The same thing can be said about the Ozarks, but there's been a lot learned since those days....

Raised bed gardening, greenhouses, low tunnel greenhouses, hybrid plants, soil enrichment, fertilizers, contour farming, terraced hillside farming, and much more.

First, a veggie garden is a lot different than a crop farm. There are still not many crop farms here in the Ozark Mountains, but there are a lot of livestock farmers and a lot of veggie gardens and orchards. I am surrounded by beef cattle and chicken farms. Those farms wouldn't have survived here even 80 years ago, but they thrive here now. This is a direct result of refrigerated transportation by trucks and trains.

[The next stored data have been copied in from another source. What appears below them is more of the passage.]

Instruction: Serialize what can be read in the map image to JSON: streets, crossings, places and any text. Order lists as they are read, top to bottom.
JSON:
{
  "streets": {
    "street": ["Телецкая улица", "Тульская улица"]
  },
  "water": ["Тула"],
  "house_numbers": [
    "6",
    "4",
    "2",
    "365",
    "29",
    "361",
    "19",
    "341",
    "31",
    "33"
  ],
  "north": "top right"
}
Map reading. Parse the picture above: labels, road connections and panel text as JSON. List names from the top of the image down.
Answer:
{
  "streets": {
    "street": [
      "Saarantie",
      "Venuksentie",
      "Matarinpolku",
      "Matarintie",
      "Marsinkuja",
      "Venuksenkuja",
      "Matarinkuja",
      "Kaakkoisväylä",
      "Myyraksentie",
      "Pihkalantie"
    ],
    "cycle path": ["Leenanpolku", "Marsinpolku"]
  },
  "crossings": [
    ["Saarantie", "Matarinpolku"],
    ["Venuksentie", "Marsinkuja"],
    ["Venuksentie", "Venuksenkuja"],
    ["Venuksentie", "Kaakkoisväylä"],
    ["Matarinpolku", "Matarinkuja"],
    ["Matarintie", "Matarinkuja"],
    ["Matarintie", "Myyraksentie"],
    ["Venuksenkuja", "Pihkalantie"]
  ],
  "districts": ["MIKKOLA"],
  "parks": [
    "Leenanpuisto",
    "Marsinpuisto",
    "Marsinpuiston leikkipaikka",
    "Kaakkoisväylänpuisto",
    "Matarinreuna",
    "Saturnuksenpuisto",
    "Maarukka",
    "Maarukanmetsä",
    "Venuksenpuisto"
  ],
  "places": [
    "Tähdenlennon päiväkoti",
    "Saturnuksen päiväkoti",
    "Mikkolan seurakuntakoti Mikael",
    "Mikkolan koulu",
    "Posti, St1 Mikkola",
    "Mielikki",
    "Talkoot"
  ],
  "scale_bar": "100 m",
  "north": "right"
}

But a veggie garden can be grown almost anywhere now. As in my case, it's taken a few years of amending the native soil in raised beds, some fencing, some weather and pest protection, and consistent watering.

In my own garden I've been trying a method that's added a small new twist to raised beds, contours, and terraced hillsides. I call it a "Swale Garden". Basically, I've dug a trench that runs along the contour of the hillside and mounded the soil from the trench on top of the soil below the trench to create a mound (or raised bed). I fill the trench with leaves and other organic matter (shredded weeds, wood chips grass clippings, et al).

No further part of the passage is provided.